Há algum tempo que tento levar uma vida mais consciente e nesta caminhada as coisas se tornam mais claras a medida que a gente vai despertando pro todo, sendo parte deste mesmo todo.

Na busca da cura com minhas raízes e a mais profunda são os nossos pais, me vi em situações muito violentas. Como assim? Ao me observar sendo impaciente, agressiva, opressora, percebi que apenas reproduzia este mesmo comportamento com pessoas mais próximas. E foi a partir daí que começou o trabalho.

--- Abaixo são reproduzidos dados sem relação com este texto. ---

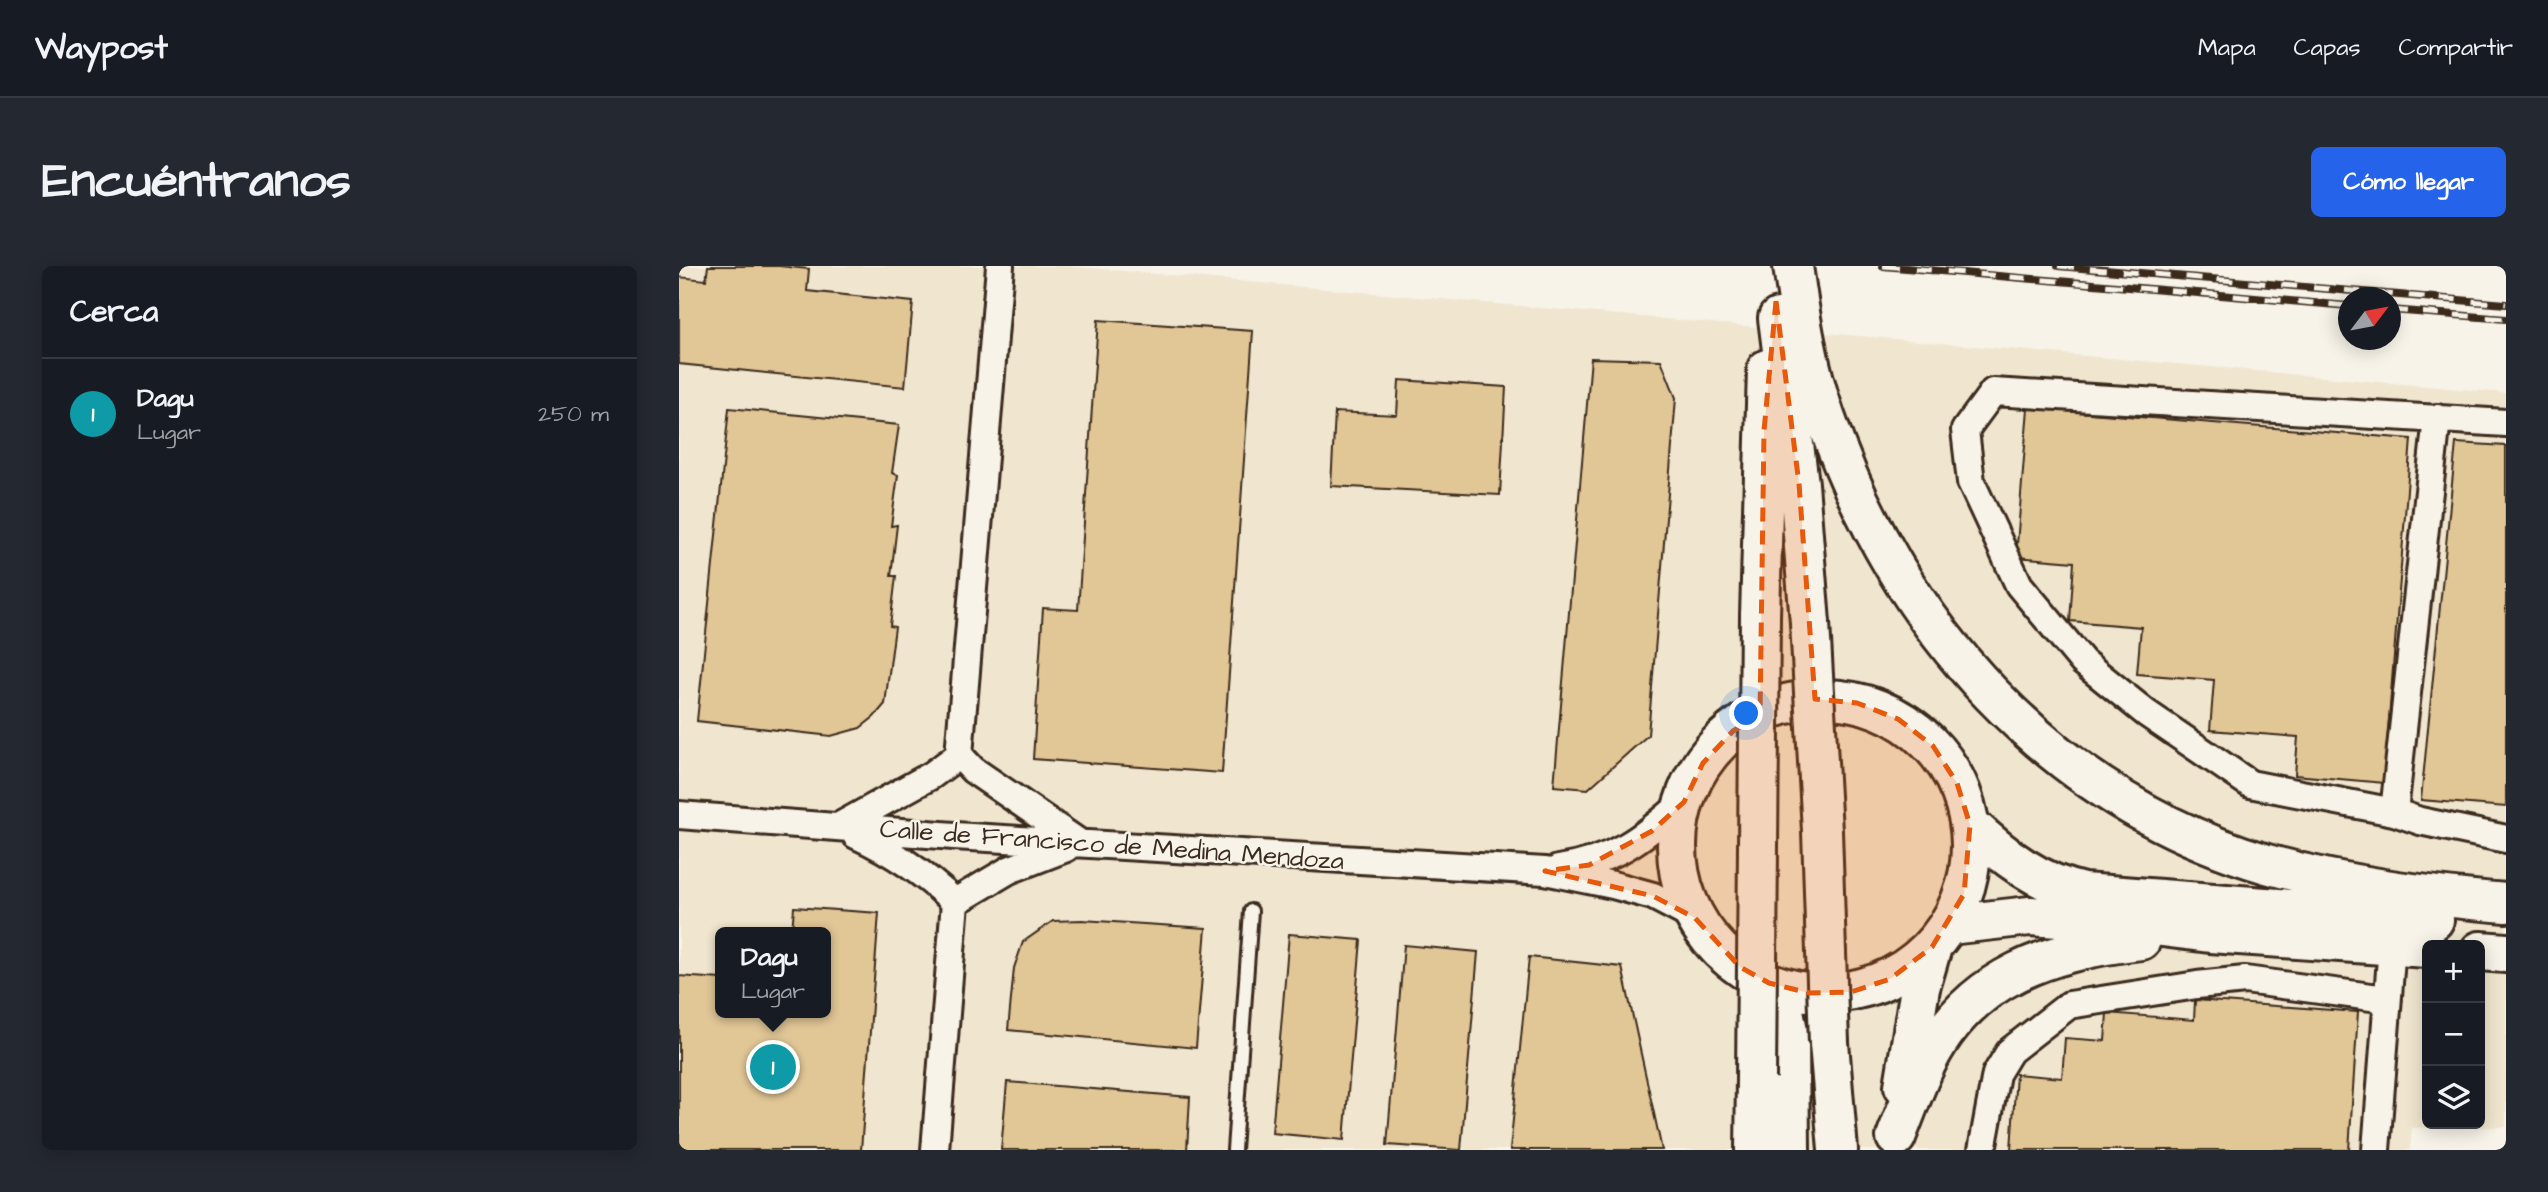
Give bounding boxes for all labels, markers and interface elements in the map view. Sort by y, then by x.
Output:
text: Waypost [35,25,168,71]
text: Mapa [2198,31,2256,65]
text: Capas [2294,31,2360,65]
text: Compartir [2398,31,2513,65]
button: Cómo llegar [2311,147,2506,217]
text: Encuéntranos [42,148,351,216]
north arrow [2338,287,2401,350]
text: Cerca [70,291,158,333]
text: Dagu [137,380,194,416]
text: 1 [92,398,94,430]
text: 250 m [538,398,609,430]
text: Lugar [137,416,201,448]
your location [1729,696,1763,730]
street label: Calle de Francisco de Medina Mendoza [878,811,1345,879]
popup [715,927,831,1018]
text: Dagu [741,939,798,975]
map controls [2422,940,2485,1129]
button: + [2422,940,2485,1003]
text: Lugar [741,975,805,1007]
button: − [2422,1003,2485,1066]
pin: 1 [750,1041,796,1093]
button: layers [2422,1066,2485,1129]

Não é fácil, são rupturas de padrões que muitas vezes são negados, na maioria das vezes são negados. Mas, que estão ali, são parte da nossa escuridão, afinal por mais luz que sejamos também somos sombras. Não é mesmo?

Estes últimos dias alguns acontecimentos e textos chegaram até mim e com muita clareza e um pouco ainda sem saber por onde ir os acolhi, li e dialoguei, pouco, mas lindamente com um amigo querido.

Nando, meu amigo, publicou um texto (final deste texto) que discordei de um aspecto: falei da luz que quando acendida num lugar ela clareia tudo imediatamente, ele me retribui com: ouvi uma vez de um Swami Vaishanava que “Quanto maior a luz, maior a sombra. Acenda uma vela: ao seu redor haverá sombra. Você pode acender a luz que for, vai iluminar uma determinada área e as imediações permanecerão obscuras”. Concordei. Claro!! Passei a olhar todos os cantos quando acendo uma luz agora rsrs. E é bem verdade, por mais “iluminadas” que estejamos maior são as nossas sombras e cada vez mais que negamos essas sombras deixamos de contemplar o que de fato ela pode nos trazer de bom. Como assim?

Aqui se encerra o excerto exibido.